Task to complete:
Word for word, return the entries listed below.

Material to process:
○ ○ ○
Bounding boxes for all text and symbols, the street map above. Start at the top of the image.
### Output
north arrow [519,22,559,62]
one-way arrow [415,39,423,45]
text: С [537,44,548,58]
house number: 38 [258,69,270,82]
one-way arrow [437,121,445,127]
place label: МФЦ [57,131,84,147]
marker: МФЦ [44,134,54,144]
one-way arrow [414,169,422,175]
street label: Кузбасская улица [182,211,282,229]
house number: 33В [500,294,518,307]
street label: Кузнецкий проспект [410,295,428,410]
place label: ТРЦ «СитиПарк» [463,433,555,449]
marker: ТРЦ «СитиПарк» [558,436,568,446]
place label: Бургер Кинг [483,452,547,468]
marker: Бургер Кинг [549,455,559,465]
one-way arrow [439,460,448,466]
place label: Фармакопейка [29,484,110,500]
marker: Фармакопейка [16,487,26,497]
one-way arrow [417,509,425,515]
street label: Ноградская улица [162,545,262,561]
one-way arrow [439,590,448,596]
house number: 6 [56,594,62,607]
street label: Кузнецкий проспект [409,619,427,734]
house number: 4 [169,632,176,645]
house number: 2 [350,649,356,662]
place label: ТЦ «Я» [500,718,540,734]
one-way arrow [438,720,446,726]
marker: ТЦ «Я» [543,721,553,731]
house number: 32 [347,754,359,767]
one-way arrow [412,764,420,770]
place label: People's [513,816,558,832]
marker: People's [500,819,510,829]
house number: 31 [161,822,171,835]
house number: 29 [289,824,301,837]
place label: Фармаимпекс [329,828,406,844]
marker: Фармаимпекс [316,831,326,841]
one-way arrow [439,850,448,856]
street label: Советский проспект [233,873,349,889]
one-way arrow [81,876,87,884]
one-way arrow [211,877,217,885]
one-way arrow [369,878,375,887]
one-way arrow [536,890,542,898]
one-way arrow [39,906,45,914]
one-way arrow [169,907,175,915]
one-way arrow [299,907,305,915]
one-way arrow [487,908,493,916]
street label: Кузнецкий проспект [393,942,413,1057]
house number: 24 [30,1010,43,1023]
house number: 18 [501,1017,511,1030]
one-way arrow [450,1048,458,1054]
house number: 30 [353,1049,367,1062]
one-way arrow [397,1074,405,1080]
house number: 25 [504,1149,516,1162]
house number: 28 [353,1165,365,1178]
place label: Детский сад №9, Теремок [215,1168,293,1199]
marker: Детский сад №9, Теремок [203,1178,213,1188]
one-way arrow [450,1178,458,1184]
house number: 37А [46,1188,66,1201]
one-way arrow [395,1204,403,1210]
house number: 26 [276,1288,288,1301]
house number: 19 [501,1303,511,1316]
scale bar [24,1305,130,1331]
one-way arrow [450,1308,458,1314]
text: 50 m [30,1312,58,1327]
○ ○ ○
Response to the task:
Bounding boxes for all text and symbols, the street map above. Start at the top of the image.
### Output
north arrow [519,22,559,62]
one-way arrow [415,39,423,45]
text: С [537,44,548,58]
house number: 38 [258,69,270,82]
one-way arrow [437,121,445,127]
place label: МФЦ [57,131,84,147]
marker: МФЦ [44,134,54,144]
one-way arrow [414,169,422,175]
street label: Кузбасская улица [182,211,282,229]
house number: 33В [500,294,518,307]
street label: Кузнецкий проспект [410,295,428,410]
place label: ТРЦ «СитиПарк» [463,433,555,449]
marker: ТРЦ «СитиПарк» [558,436,568,446]
place label: Бургер Кинг [483,452,547,468]
marker: Бургер Кинг [549,455,559,465]
one-way arrow [439,460,448,466]
place label: Фармакопейка [29,484,110,500]
marker: Фармакопейка [16,487,26,497]
one-way arrow [417,509,425,515]
street label: Ноградская улица [162,545,262,561]
one-way arrow [439,590,448,596]
house number: 6 [56,594,62,607]
street label: Кузнецкий проспект [409,619,427,734]
house number: 4 [169,632,176,645]
house number: 2 [350,649,356,662]
place label: ТЦ «Я» [500,718,540,734]
one-way arrow [438,720,446,726]
marker: ТЦ «Я» [543,721,553,731]
house number: 32 [347,754,359,767]
one-way arrow [412,764,420,770]
place label: People's [513,816,558,832]
marker: People's [500,819,510,829]
house number: 31 [161,822,171,835]
house number: 29 [289,824,301,837]
place label: Фармаимпекс [329,828,406,844]
marker: Фармаимпекс [316,831,326,841]
one-way arrow [439,850,448,856]
street label: Советский проспект [233,873,349,889]
one-way arrow [81,876,87,884]
one-way arrow [211,877,217,885]
one-way arrow [369,878,375,887]
one-way arrow [536,890,542,898]
one-way arrow [39,906,45,914]
one-way arrow [169,907,175,915]
one-way arrow [299,907,305,915]
one-way arrow [487,908,493,916]
street label: Кузнецкий проспект [393,942,413,1057]
house number: 24 [30,1010,43,1023]
house number: 18 [501,1017,511,1030]
one-way arrow [450,1048,458,1054]
house number: 30 [353,1049,367,1062]
one-way arrow [397,1074,405,1080]
house number: 25 [504,1149,516,1162]
house number: 28 [353,1165,365,1178]
place label: Детский сад №9, Теремок [215,1168,293,1199]
marker: Детский сад №9, Теремок [203,1178,213,1188]
one-way arrow [450,1178,458,1184]
house number: 37А [46,1188,66,1201]
one-way arrow [395,1204,403,1210]
house number: 26 [276,1288,288,1301]
house number: 19 [501,1303,511,1316]
scale bar [24,1305,130,1331]
one-way arrow [450,1308,458,1314]
text: 50 m [30,1312,58,1327]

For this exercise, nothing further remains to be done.